19. Promenade au Noirmont I - De Derrière les Crêts à la Grange Vannod.
Le vieil arbre veille sur les ruines du Chalet Neuf de la Grange Bousson.
    S'enfoncer dans le Noirmont tête baissée est une épreuve terrible!
    Terrible si vous le faîtes en hiver et par le plus épais des brouillards. Nul doute alors que vous n'en ressortiez pas.
    Mais à l'automne par un beau soleil, avec une carte détaillée, la chose est très faisable, encore qu'il faille tout de même envisager de marcher longtemps et de ne pas craindre ces murs et barbelés qu'à tous moments il vous faut franchir dès que vous êtes à proximité des propriétés privées. 

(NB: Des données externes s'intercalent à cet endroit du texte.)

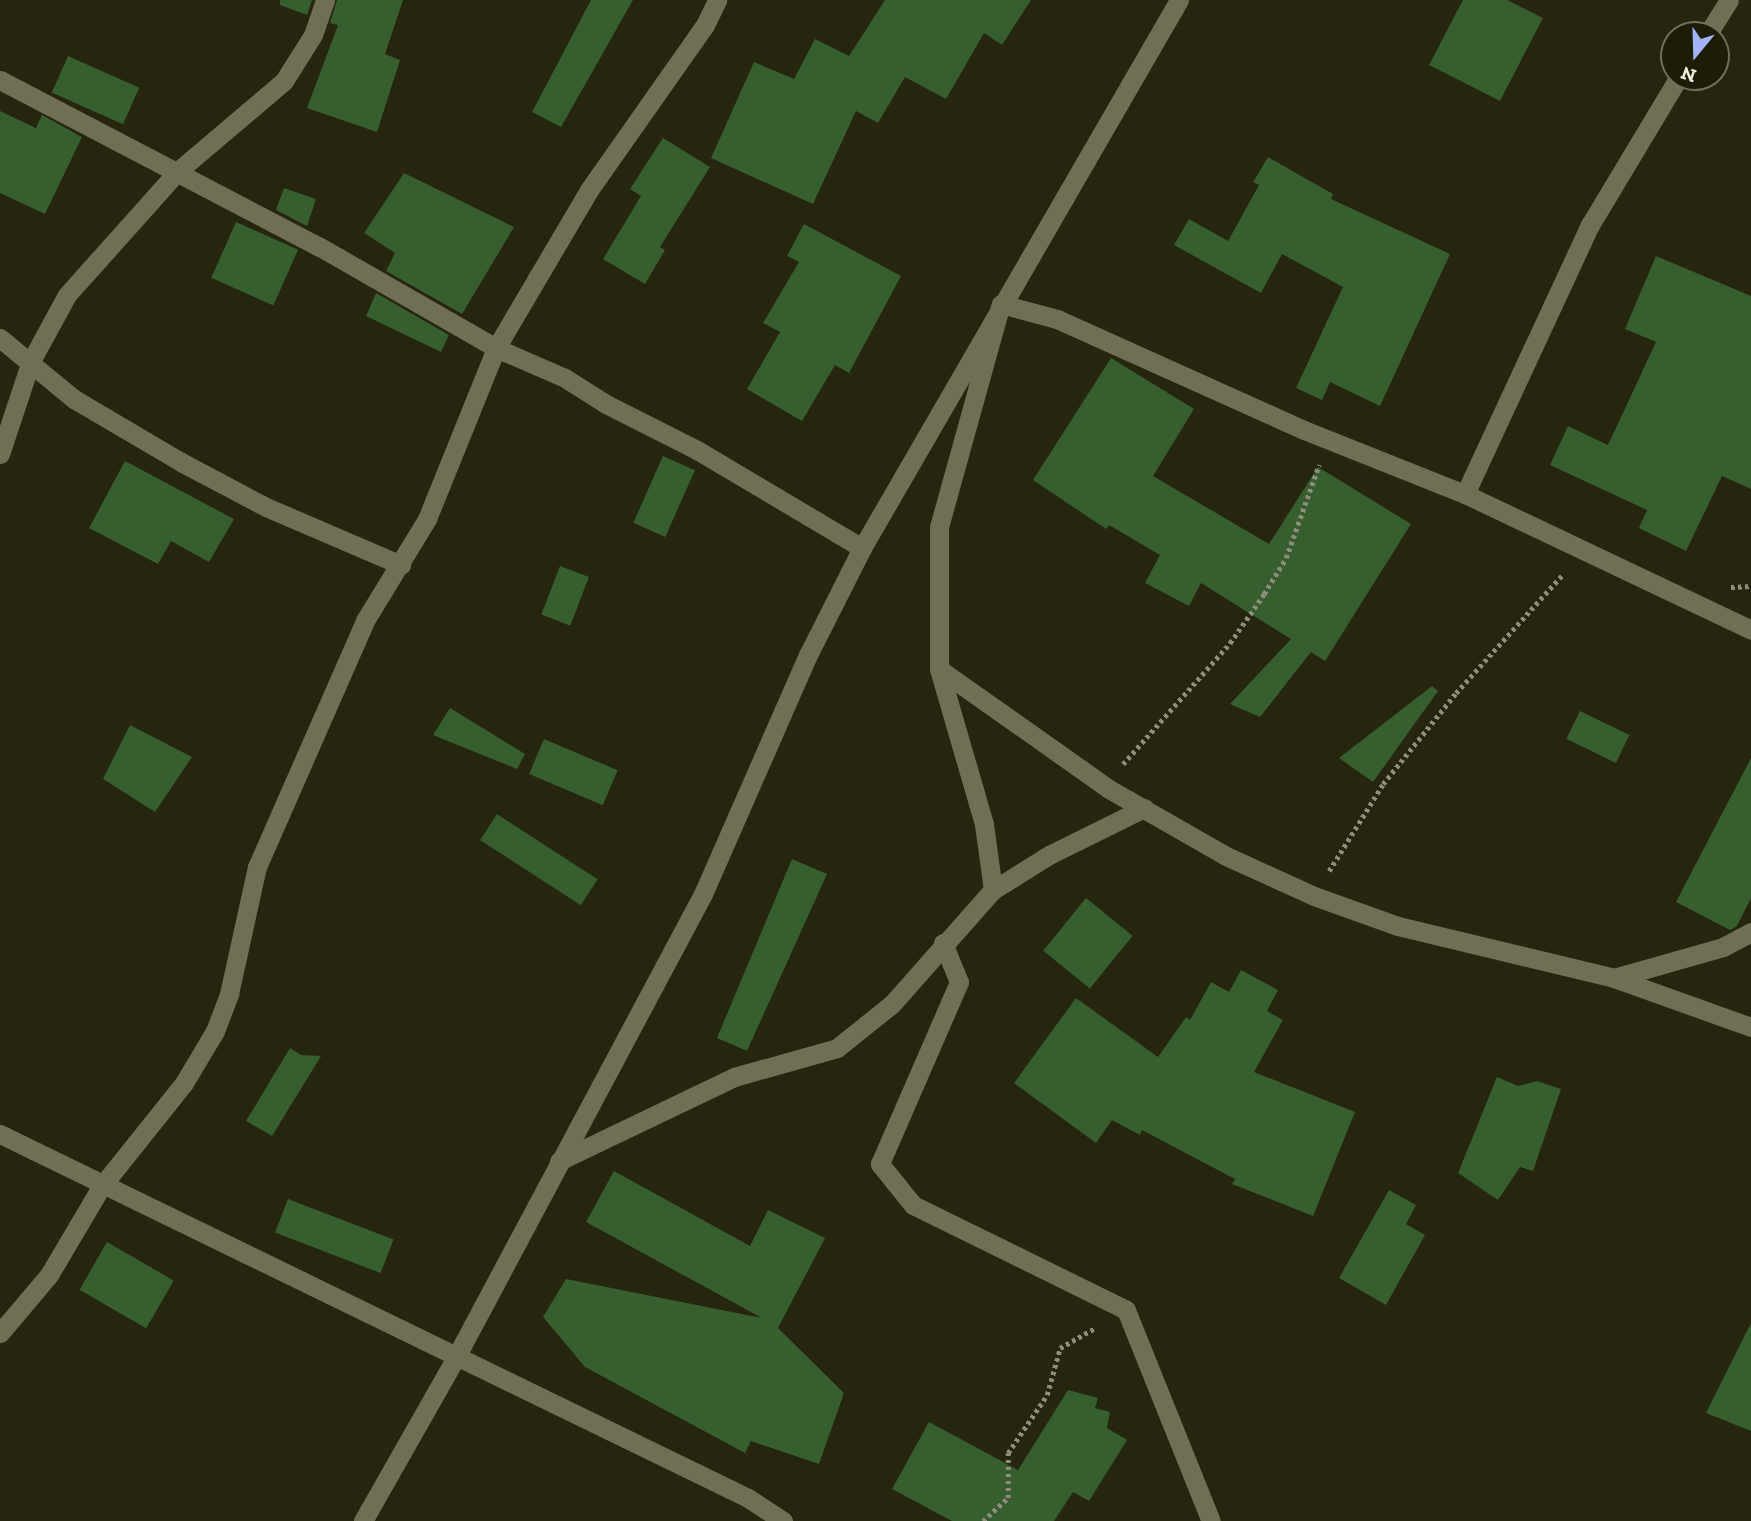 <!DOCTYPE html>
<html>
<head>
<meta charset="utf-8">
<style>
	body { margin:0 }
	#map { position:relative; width:1751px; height:1521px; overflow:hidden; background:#26250e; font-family:"Zilla Slab",serif }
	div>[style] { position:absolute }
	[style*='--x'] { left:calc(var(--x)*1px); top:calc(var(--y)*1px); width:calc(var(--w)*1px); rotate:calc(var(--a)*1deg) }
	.building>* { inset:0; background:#365e2f; transform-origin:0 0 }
	.path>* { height:4.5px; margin-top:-2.25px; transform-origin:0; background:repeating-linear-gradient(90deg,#8f8e7c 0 3.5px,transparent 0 7px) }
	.minor>* { height:19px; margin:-9.5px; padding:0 9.5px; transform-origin:9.5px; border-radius:9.5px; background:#706f55 }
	span { translate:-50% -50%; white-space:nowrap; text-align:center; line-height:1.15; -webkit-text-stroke:5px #1d1c05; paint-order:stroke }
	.north { position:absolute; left:1660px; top:21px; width:70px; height:70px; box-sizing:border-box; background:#1d1c05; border:2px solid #71705d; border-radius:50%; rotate:199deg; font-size:19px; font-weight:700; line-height:28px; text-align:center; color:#efefe1 }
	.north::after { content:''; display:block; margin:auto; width:24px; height:32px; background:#a4b2fc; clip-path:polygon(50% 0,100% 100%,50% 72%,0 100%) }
</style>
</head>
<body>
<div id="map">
	<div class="building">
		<div style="clip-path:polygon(280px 0,312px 0,307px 15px,280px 5px)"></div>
		<div style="clip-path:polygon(337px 0,403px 0,385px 54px,400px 60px,377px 132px,307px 108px,338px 25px,330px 23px)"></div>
		<div style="clip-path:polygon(591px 0,633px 0,561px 127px,532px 112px)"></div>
		<div style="clip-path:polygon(885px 0,1031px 0,1002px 45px,984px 33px,946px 99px,905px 77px,878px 123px,856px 111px,813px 204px,711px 158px,754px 62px,794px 79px,815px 39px,849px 56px)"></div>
		<div style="clip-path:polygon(1463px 0,1507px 0,1543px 18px,1500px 101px,1429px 65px)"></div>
		<div style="left:68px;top:56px;width:78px;height:40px;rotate:24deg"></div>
		<div style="clip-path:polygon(0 111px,36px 128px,42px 115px,82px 137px,45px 214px,0 193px)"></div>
		<div style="clip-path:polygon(663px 138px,710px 167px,660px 247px,665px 250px,645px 284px,603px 259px,641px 196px,630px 189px)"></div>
		<div style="clip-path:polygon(1268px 157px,1333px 194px,1331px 199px,1450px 254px,1380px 406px,1330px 382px,1322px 400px,1296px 388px,1343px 287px,1282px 254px,1261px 293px,1174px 245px,1189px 219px,1228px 241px,1259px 185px,1253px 182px)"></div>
		<div style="clip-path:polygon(404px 173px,514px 227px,462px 314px,386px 271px,395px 253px,364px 233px)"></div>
		<div style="clip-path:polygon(284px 188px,316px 199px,307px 226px,276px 210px)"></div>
		<div style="left:236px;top:222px;width:68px;height:61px;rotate:24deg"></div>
		<div style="clip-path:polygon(804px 224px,901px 276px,849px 373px,835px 365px,802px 421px,747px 389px,780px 332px,763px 323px,799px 262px,787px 256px)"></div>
		<div style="clip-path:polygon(1656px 256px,1751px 296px,1751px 489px,1722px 476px,1686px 551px,1639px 528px,1647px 510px,1550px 465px,1568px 426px,1608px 445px,1656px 342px,1625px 329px)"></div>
		<div style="clip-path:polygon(376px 293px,449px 335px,441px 352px,366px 316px)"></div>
		<div style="clip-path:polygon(1111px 358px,1194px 409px,1153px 476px,1269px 544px,1318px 467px,1411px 524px,1325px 661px,1311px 652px,1260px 717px,1230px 704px,1291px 639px,1201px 583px,1189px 606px,1145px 583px,1160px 555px,1109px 525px,1106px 529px,1033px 480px)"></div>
		<div style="left:663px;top:456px;width:35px;height:73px;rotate:24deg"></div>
		<div style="clip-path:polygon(125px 461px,234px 519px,209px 562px,171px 541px,158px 564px,89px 528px)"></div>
		<div style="left:560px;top:566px;width:31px;height:52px;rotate:21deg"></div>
		<div style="clip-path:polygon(1432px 686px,1438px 691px,1373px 782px,1339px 758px)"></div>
		<div style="clip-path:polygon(450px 708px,525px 754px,517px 769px,433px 735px)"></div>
		<div style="left:1580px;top:711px;width:55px;height:31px;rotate:26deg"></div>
		<div style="clip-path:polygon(130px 725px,192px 757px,155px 812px,103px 779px)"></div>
		<div style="left:544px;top:739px;width:80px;height:38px;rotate:23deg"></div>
		<div style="clip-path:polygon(1751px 758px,1751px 898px,1737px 926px,1730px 930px,1676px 902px)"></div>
		<div style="left:497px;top:814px;width:120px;height:31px;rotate:33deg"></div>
		<div style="clip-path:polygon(792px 859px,827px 874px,747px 1051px,717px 1038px)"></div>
		<div style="left:1086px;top:898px;width:60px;height:68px;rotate:39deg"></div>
		<div style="clip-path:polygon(1241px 970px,1278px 990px,1267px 1011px,1283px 1020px,1254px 1072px,1355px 1112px,1313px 1216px,1232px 1184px,1235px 1179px,1142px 1130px,1140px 1135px,1112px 1120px,1096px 1143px,1014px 1083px,1076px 998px,1158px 1057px,1186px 1017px,1190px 1020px,1211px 982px,1229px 992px)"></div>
		<div style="clip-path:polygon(290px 1048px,301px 1055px,321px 1056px,272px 1136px,246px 1121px)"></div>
		<div style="clip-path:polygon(1497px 1077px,1518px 1086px,1537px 1081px,1561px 1089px,1533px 1171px,1520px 1167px,1498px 1200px,1458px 1173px)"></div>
		<div style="clip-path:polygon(614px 1171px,750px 1246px,768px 1210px,825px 1238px,778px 1328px,844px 1393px,819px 1464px,751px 1441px,745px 1453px,585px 1367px,543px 1317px,566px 1279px,762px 1318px,586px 1222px)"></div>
		<div style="clip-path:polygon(1389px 1190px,1416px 1205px,1406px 1224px,1425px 1235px,1386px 1305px,1339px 1278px)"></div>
		<div style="left:288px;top:1199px;width:113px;height:36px;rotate:21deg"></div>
		<div style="left:107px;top:1242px;width:77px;height:55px;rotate:30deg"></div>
		<div style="clip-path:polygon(1751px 1323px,1751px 1431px,1706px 1413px)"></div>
		<div style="clip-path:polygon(1068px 1390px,1098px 1398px,1095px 1408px,1110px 1412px,1107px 1428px,1127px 1440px,1089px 1501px,1073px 1492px,1054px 1521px,952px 1521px,892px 1489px,929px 1422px,1018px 1470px)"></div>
	</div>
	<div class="path">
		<div style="--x:1731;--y:587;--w:20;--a:-3"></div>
		<div style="--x:1123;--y:764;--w:162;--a:-48.5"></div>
		<div style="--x:1230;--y:643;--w:60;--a:-55.2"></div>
		<div style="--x:1264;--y:594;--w:42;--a:-58.6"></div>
		<div style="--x:1286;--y:558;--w:99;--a:-70.5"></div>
		<div style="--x:1329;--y:871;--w:102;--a:-58.2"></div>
		<div style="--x:1383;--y:784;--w:117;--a:-51.3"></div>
		<div style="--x:1456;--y:693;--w:160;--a:-48"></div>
		<div style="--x:983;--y:1521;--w:34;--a:-43"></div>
		<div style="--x:1008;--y:1498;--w:45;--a:-90"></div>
		<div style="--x:1008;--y:1453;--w:70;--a:-56.1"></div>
		<div style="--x:1047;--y:1395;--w:49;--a:-74.5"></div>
		<div style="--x:1060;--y:1348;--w:40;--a:-29.7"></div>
	</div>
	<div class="minor">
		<div style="--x:1707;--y:35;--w:41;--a:-57.8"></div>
		<div style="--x:0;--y:80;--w:361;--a:27.6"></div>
		<div style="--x:320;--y:247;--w:203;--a:29.8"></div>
		<div style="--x:496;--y:348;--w:75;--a:23.5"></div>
		<div style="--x:565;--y:378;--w:49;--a:32.4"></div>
		<div style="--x:606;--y:404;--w:102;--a:26.8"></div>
		<div style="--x:697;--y:450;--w:192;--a:30.7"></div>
		<div style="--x:0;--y:338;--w:96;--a:39.5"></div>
		<div style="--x:74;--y:399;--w:124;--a:30.5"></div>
		<div style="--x:181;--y:462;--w:96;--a:27.9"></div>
		<div style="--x:266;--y:507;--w:147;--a:23.2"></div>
		<div style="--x:0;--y:454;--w:98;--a:-71.6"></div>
		<div style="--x:31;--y:361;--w:75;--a:-61.4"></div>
		<div style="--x:67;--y:295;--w:166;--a:-48.2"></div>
		<div style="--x:178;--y:171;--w:139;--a:-40.3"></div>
		<div style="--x:284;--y:81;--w:54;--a:-57.8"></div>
		<div style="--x:313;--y:35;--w:37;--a:-71"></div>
		<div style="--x:1465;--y:494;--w:297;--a:-65.1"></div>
		<div style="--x:1590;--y:225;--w:173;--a:-59"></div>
		<div style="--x:939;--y:669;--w:208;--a:35.2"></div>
		<div style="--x:1109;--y:789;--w:135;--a:29.8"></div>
		<div style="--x:1226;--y:856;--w:97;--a:24.4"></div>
		<div style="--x:1314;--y:896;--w:89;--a:19.7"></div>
		<div style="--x:1398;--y:926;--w:222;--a:13.5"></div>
		<div style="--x:1614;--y:978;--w:145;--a:19.7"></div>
		<div style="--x:993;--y:890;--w:67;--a:-97.8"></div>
		<div style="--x:984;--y:824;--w:161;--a:-106.2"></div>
		<div style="--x:939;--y:669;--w:142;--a:-90"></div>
		<div style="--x:939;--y:527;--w:231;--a:-74.5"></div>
		<div style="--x:1001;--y:304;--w:58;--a:15"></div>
		<div style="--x:1057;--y:319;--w:271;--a:24.2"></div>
		<div style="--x:1304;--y:430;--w:173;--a:21.7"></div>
		<div style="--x:1465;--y:494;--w:317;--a:25.4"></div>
		<div style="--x:943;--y:943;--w:42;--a:67.7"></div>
		<div style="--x:959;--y:982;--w:198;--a:113.5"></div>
		<div style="--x:880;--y:1164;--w:53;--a:51.2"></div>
		<div style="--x:913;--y:1205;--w:237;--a:26.2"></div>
		<div style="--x:1126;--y:1310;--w:227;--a:68.1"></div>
		<div style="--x:1614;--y:978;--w:113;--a:-15.9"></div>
		<div style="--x:1723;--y:947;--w:32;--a:-28"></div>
		<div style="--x:0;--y:1134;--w:832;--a:25.95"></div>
		<div style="--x:748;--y:1498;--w:42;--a:33.3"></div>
		<div style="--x:559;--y:1161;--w:194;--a:-25.6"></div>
		<div style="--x:734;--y:1077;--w:107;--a:-15.7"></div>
		<div style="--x:837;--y:1048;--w:70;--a:-38.7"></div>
		<div style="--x:892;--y:1004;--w:152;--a:-48.5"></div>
		<div style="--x:993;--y:890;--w:66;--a:-32"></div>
		<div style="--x:1049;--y:855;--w:106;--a:-26.3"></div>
		<div style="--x:0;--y:1333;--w:76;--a:-49.8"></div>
		<div style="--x:49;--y:1275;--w:102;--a:-59.4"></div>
		<div style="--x:101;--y:1187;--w:133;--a:-51.4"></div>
		<div style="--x:184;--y:1083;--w:61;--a:-59.2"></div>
		<div style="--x:215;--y:1031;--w:40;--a:-69"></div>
		<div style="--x:229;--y:994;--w:130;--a:-77.6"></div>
		<div style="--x:257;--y:867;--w:271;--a:-66.3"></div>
		<div style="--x:366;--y:619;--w:117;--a:-58.6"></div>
		<div style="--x:427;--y:519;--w:184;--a:-68"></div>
		<div style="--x:496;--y:348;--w:183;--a:-59.5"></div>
		<div style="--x:589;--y:190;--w:202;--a:-54.9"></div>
		<div style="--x:705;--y:25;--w:28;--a:-64"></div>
		<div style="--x:363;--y:1521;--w:189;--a:-60.4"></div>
		<div style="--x:456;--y:1357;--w:525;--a:-61.92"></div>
		<div style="--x:703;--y:894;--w:261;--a:-66.3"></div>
		<div style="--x:808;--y:655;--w:120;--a:-63.2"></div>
		<div style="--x:862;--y:548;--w:633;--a:-59.95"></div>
	</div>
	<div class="north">N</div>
</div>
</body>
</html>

    Ce début de promenade va nous permettre de traverser le massif du Noirmont sur une partie importante de sa largeur, la plus profonde, pourrions-nous dire. Là les anciens chalets ont tous disparu. Noms fantômes pour ne plus désigner que des ruines sur lesquelles, comme d'ordinaire, les sapins ont poussé. 
    Ces anciens alpages disparus témoignent donc d'une époque où plus encore qu'aujourd'hui, la zone était colonisée, et surtout hantée par un nombre d'humains plus conséquent qu'aujourd'hui. Car voilà l'histoire, en quatre heures de marche en ces espaces désormais désertés, nous sommes en novembre, nous n'avons pas vu l'ombre d'un citoyen, encore moins d'une citoyenne. Pire que cela, pas un seul animal, ni vaches, veaux, mouton, chèvre ou cheval, ni même sauvage. Aucun bruit. Pas même un oiseau quelque part. Peut-être que si, un rapace qui volait,  comme ça, très haut, pour surveiller son royaume où ce jour-là au moins il n'y avait  personne qui puisse le déranger.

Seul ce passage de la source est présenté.